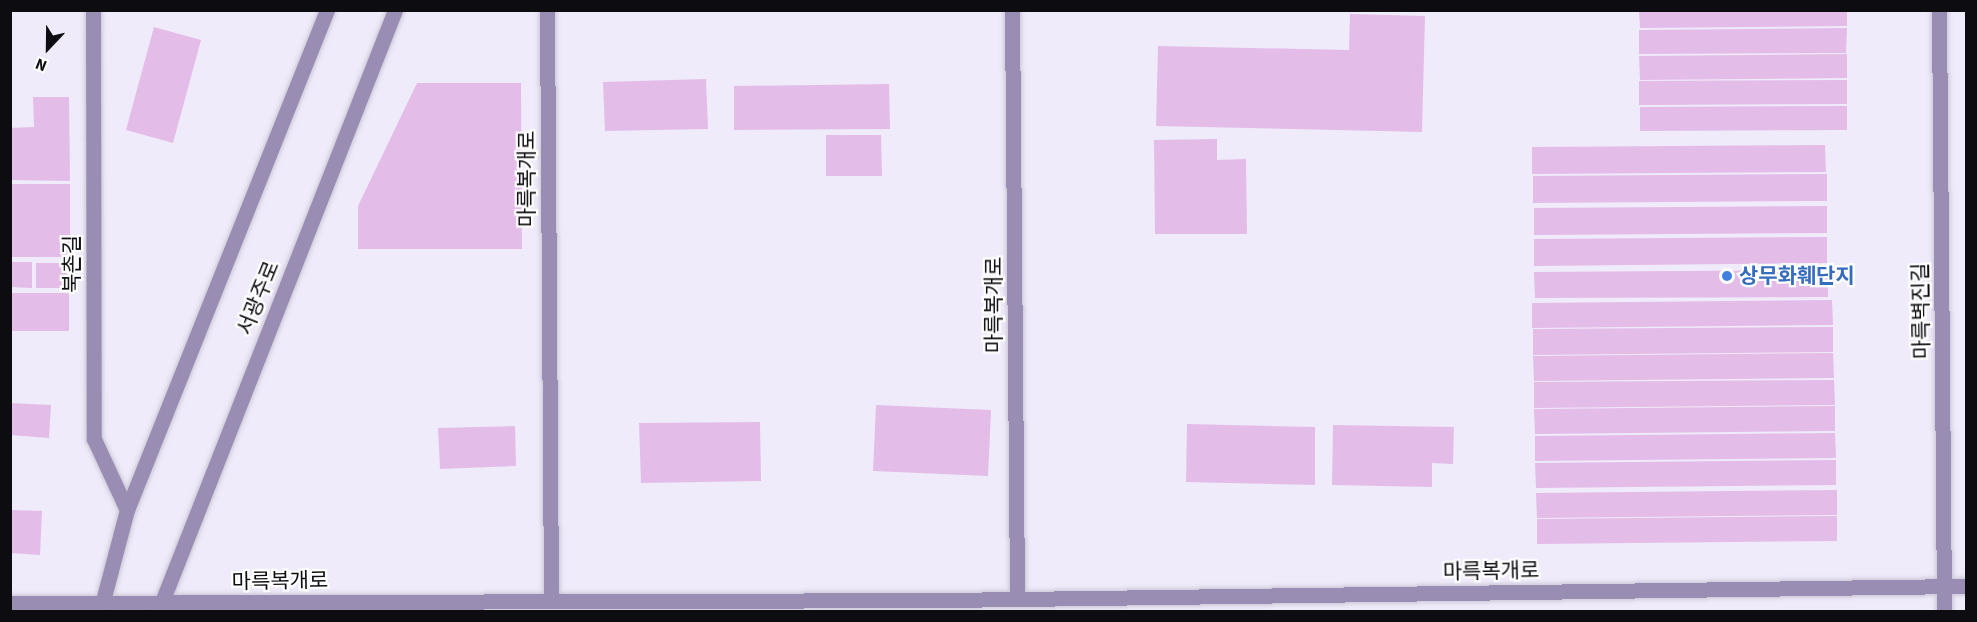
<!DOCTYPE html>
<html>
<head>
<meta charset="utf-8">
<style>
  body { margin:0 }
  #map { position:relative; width:1977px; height:622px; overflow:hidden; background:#efebfa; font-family:"Source Sans 3","Noto Sans KR",sans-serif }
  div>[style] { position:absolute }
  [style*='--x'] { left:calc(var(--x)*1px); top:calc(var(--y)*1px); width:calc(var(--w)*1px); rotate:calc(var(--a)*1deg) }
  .building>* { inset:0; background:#e4bce8 }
  .roads { filter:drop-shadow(0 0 2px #cbc7d5) drop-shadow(0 0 2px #cbc7d5) }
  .minor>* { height:15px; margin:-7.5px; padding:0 7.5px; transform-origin:7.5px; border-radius:7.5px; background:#9a8db4 }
  .tertiary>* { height:15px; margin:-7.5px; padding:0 7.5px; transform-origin:7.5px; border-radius:7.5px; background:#9a8db4 }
  .dots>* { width:16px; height:16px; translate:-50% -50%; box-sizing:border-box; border:3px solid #fff; border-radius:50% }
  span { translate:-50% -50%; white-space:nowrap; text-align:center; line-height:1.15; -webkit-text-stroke:4.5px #fff; paint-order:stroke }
  .street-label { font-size:21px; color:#0d0c10 }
  .shop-label { font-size:21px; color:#366cbe; font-weight:700 }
  .left { translate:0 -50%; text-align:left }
  .frame { position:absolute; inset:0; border:12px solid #0d0c10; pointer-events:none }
  .north { position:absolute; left:18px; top:18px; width:60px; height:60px; -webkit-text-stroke:4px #fff; paint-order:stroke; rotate:202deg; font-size:16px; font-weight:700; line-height:24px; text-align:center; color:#0d0c10 }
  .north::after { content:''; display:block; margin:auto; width:21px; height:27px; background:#0d0c10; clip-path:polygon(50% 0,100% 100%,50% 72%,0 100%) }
</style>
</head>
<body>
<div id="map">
  <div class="building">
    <i style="clip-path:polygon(1639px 10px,1847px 10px,1847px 26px,1640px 28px)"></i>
    <i style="clip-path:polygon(1350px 14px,1425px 16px,1422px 132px,1156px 126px,1158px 46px,1349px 50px)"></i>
    <i style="clip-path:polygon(154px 27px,201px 40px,173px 143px,126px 130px)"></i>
    <i style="clip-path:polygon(1847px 28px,1846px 53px,1639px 54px,1639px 30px)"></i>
    <i style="clip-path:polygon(1847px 54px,1847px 78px,1640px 80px,1639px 56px)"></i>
    <i style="clip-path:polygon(706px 79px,708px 129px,605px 131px,603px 82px)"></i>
    <i style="clip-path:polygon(1847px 80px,1847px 104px,1639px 105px,1639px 81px)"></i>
    <i style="clip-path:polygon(417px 83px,521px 83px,522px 249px,358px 249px,358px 206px)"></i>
    <i style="clip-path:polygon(889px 84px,890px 129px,734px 130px,734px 86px)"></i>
    <i style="clip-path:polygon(33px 97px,69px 97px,70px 181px,10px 180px,10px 128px,34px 127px)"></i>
    <i style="clip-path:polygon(1847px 106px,1847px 130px,1640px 131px,1640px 107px)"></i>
    <i style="clip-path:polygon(826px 135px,881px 135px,882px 176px,826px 176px)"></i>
    <i style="clip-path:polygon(1217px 139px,1217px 160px,1246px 159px,1247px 234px,1155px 234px,1154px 140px)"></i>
    <i style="clip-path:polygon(1825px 145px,1826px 172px,1532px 174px,1532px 147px)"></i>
    <i style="clip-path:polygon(1827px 174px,1827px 201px,1533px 203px,1533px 176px)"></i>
    <i style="clip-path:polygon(10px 184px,70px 184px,70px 257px,10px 257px)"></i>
    <i style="clip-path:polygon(1827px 206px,1827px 233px,1534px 235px,1534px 208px)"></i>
    <i style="clip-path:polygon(1827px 237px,1827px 263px,1534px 266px,1534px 239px)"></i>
    <i style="clip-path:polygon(10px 262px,32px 262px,32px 288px,10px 287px)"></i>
    <i style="clip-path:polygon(36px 263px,71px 263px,72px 288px,36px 288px)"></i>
    <i style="clip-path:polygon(1828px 270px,1828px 297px,1535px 298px,1534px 272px)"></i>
    <i style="clip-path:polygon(10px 293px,69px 293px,69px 331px,10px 331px)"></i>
    <i style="clip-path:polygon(1832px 300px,1833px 325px,1532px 328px,1532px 303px)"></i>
    <i style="clip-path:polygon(1833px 327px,1833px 352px,1533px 355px,1533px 329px)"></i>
    <i style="clip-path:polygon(1833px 353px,1834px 378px,1534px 381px,1533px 356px)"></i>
    <i style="clip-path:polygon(1834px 380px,1835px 405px,1534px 408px,1534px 382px)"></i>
    <i style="clip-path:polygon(10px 403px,51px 405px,49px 438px,10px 435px)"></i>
    <i style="clip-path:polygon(876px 405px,991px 410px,988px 476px,873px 471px)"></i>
    <i style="clip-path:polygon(1835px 406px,1835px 431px,1535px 434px,1534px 409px)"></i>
    <i style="clip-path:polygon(760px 422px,761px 481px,641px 483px,639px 423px)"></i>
    <i style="clip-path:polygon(1187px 424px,1315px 427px,1315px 485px,1186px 482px)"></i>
    <i style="clip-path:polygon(1333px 425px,1454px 427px,1453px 464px,1432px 463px,1432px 487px,1332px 485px)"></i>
    <i style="clip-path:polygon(515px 426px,516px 466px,440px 469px,438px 428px)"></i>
    <i style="clip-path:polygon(1835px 433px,1836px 458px,1535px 461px,1535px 436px)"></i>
    <i style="clip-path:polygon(1836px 460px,1836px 485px,1536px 488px,1535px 463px)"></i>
    <i style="clip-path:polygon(1837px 490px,1837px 515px,1537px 518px,1536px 493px)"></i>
    <i style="clip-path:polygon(10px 510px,42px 511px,40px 555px,10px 553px)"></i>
    <i style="clip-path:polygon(1837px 516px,1837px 541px,1537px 544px,1537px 519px)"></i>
  </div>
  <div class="roads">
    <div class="minor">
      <i style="--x:93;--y:10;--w:429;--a:89.9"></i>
      <i style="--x:94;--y:439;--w:78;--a:65.1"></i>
      <i style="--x:547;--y:10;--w:588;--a:89.61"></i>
      <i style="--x:1012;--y:10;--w:589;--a:89.51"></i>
      <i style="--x:1939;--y:10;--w:602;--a:89.52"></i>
      <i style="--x:10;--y:603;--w:936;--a:-0.18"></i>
      <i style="--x:946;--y:600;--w:1020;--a:-0.79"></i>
    </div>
    <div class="tertiary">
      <i style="--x:100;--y:612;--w:106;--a:-75.2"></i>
      <i style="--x:127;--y:510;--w:539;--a:-68.2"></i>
      <i style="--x:158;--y:612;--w:647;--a:-68.51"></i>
    </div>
  </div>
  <div class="dots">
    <i style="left:1727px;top:276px;background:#3f7fe0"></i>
  </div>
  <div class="street-label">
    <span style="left:527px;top:179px;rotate:-90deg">마륵복개로</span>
    <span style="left:72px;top:264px;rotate:-90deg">북촌길</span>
    <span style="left:258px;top:298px;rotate:-68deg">서광주로</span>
    <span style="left:994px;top:305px;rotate:-90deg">마륵복개로</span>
    <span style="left:1921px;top:311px;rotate:-91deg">마륵벽진길</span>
    <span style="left:1491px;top:571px;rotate:-1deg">마륵복개로</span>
    <span style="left:280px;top:581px;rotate:-1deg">마륵복개로</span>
  </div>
  <div class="shop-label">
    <span class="left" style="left:1739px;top:276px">상무화훼단지</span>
  </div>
  <div class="frame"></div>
  <div class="north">N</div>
</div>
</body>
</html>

────────────────

Take the lines of the material above from the first through the one containing "width:16px; height:16px; translate:-50%", both included, and print them exactly without the pictures.

<!DOCTYPE html>
<html>
<head>
<meta charset="utf-8">
<style>
  body { margin:0 }
  #map { position:relative; width:1977px; height:622px; overflow:hidden; background:#efebfa; font-family:"Source Sans 3","Noto Sans KR",sans-serif }
  div>[style] { position:absolute }
  [style*='--x'] { left:calc(var(--x)*1px); top:calc(var(--y)*1px); width:calc(var(--w)*1px); rotate:calc(var(--a)*1deg) }
  .building>* { inset:0; background:#e4bce8 }
  .roads { filter:drop-shadow(0 0 2px #cbc7d5) drop-shadow(0 0 2px #cbc7d5) }
  .minor>* { height:15px; margin:-7.5px; padding:0 7.5px; transform-origin:7.5px; border-radius:7.5px; background:#9a8db4 }
  .tertiary>* { height:15px; margin:-7.5px; padding:0 7.5px; transform-origin:7.5px; border-radius:7.5px; background:#9a8db4 }
  .dots>* { width:16px; height:16px; translate:-50% -50%; box-sizing:border-box; border:3px solid #fff; border-radius:50% }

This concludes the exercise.